▸ Task instructions: From the entries that follow, copy each line containing the word "controls".
──────── Exercise material
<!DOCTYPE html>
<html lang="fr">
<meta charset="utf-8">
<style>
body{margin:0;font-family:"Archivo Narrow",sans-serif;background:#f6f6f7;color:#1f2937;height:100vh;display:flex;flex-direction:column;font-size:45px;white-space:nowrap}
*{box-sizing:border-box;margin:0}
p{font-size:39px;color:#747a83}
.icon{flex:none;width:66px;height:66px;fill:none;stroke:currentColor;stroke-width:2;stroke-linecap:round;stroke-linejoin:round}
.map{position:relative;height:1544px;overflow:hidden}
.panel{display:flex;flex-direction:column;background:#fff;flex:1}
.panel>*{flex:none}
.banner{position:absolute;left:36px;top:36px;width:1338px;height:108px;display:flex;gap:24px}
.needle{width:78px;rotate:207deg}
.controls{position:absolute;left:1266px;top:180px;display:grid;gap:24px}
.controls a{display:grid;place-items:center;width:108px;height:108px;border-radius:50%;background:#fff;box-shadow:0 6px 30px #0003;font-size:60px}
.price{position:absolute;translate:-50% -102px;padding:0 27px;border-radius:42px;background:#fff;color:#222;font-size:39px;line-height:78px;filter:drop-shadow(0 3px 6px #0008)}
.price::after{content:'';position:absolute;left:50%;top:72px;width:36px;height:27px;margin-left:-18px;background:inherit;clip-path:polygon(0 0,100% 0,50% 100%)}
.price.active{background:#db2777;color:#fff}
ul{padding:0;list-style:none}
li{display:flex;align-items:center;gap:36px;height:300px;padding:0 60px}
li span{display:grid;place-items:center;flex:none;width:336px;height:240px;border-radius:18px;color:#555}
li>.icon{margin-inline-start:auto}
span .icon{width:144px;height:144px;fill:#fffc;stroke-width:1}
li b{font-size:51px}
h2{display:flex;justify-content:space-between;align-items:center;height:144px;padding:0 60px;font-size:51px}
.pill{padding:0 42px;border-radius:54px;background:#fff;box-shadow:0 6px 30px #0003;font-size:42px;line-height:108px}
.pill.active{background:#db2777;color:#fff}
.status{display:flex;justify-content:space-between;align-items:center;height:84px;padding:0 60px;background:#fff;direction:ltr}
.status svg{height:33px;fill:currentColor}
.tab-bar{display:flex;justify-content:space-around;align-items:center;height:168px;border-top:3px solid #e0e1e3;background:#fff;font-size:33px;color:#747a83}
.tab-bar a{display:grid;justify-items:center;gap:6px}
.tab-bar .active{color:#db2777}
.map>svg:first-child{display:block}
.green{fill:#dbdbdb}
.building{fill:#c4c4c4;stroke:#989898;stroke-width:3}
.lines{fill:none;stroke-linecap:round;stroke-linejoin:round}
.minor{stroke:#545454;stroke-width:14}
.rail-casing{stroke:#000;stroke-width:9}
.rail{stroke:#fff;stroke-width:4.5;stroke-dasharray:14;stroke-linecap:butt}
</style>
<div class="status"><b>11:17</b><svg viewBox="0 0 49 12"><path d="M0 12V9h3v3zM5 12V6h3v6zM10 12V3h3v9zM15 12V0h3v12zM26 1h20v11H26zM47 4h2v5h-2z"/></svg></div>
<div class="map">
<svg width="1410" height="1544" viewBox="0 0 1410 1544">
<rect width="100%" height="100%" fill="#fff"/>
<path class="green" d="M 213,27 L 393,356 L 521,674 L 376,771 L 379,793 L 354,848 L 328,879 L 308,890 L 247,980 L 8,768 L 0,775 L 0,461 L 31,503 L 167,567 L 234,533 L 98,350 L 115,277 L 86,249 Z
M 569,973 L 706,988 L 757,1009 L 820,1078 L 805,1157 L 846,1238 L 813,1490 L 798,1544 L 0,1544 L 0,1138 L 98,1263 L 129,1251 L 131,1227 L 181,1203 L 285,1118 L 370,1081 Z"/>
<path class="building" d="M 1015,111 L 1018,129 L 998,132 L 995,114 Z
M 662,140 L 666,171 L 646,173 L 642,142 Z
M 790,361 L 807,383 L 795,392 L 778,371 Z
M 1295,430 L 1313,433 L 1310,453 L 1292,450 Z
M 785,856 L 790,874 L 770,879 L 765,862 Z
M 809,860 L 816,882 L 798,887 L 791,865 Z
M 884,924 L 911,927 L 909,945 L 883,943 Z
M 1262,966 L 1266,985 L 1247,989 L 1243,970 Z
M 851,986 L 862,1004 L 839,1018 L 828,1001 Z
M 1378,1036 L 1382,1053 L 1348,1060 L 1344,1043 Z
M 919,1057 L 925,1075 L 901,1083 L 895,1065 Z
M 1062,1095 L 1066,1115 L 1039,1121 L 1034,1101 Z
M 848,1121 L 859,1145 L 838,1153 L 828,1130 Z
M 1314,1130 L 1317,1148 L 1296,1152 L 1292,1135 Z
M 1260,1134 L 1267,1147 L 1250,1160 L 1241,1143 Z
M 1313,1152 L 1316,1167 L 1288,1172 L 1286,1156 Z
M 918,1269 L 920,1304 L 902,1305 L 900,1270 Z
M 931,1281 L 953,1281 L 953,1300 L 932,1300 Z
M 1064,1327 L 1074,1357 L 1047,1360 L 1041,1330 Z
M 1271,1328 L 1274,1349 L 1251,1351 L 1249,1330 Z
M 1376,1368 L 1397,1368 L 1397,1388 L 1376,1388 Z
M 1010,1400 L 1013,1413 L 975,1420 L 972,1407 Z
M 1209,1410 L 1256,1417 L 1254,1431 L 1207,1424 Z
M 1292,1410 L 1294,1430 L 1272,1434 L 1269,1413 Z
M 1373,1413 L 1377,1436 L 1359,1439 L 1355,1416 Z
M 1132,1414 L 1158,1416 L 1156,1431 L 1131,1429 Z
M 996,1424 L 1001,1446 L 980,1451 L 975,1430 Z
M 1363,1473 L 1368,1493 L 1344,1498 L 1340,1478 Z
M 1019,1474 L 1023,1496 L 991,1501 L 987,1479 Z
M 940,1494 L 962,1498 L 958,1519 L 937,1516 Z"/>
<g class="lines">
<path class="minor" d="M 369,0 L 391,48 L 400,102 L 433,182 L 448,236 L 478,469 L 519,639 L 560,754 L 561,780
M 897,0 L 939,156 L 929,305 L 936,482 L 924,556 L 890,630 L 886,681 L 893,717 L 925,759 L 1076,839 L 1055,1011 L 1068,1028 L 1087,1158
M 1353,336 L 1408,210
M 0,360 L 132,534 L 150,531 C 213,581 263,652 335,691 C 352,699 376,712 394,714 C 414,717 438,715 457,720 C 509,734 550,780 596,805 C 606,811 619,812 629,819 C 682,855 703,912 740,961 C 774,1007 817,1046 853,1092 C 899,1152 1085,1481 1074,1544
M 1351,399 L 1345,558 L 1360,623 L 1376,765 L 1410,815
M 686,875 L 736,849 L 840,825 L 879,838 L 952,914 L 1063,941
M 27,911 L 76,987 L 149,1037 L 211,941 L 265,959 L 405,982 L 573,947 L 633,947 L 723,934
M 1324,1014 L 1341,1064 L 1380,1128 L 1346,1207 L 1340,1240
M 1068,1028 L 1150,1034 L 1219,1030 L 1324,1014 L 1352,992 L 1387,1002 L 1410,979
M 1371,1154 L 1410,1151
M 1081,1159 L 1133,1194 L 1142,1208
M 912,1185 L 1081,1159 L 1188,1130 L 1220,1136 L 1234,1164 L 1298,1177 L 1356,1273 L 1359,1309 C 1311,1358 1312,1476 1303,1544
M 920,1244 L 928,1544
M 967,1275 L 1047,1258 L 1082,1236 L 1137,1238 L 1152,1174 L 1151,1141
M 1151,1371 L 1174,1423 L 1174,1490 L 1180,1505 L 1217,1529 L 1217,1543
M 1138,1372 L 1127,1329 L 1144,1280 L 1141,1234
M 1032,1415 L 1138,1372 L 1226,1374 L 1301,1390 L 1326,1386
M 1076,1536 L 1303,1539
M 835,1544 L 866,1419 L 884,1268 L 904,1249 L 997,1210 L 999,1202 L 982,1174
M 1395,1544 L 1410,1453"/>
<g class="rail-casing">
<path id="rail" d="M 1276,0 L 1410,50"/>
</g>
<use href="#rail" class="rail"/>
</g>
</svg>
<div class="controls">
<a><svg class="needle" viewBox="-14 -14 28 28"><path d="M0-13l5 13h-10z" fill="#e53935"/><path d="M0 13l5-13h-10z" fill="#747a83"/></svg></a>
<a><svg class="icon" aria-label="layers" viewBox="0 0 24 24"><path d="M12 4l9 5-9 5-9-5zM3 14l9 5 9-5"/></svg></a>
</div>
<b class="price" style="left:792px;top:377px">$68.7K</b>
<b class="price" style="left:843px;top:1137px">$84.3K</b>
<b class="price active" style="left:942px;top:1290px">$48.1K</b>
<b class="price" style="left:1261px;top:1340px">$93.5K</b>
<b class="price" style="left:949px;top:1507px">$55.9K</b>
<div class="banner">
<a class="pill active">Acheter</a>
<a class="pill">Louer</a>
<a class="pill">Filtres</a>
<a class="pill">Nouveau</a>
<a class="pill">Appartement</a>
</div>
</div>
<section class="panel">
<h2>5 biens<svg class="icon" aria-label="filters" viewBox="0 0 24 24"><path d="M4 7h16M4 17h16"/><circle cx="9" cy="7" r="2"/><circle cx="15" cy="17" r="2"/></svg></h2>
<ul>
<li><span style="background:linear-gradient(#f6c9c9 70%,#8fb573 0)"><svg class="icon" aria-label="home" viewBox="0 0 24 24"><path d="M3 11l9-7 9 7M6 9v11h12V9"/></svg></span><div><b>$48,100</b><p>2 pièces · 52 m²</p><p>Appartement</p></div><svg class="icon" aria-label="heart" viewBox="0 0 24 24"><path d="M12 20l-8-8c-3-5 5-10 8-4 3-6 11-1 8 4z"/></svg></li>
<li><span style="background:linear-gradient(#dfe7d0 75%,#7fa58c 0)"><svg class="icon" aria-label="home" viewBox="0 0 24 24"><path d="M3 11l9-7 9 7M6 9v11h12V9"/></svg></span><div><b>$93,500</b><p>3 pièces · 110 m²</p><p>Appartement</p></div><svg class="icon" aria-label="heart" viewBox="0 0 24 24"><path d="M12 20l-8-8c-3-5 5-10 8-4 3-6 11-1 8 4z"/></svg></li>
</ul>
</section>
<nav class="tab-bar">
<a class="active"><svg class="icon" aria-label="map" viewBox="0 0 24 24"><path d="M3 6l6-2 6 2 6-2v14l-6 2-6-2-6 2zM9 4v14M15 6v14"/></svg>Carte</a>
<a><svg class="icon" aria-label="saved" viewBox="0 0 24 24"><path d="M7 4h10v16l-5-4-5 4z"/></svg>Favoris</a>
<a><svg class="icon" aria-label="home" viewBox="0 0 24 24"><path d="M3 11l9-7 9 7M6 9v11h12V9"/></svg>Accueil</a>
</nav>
────────────────
▸ Task output:
.controls{position:absolute;left:1266px;top:180px;display:grid;gap:24px}
.controls a{display:grid;place-items:center;width:108px;height:108px;border-radius:50%;background:#fff;box-shadow:0 6px 30px #0003;font-size:60px}
<div class="controls">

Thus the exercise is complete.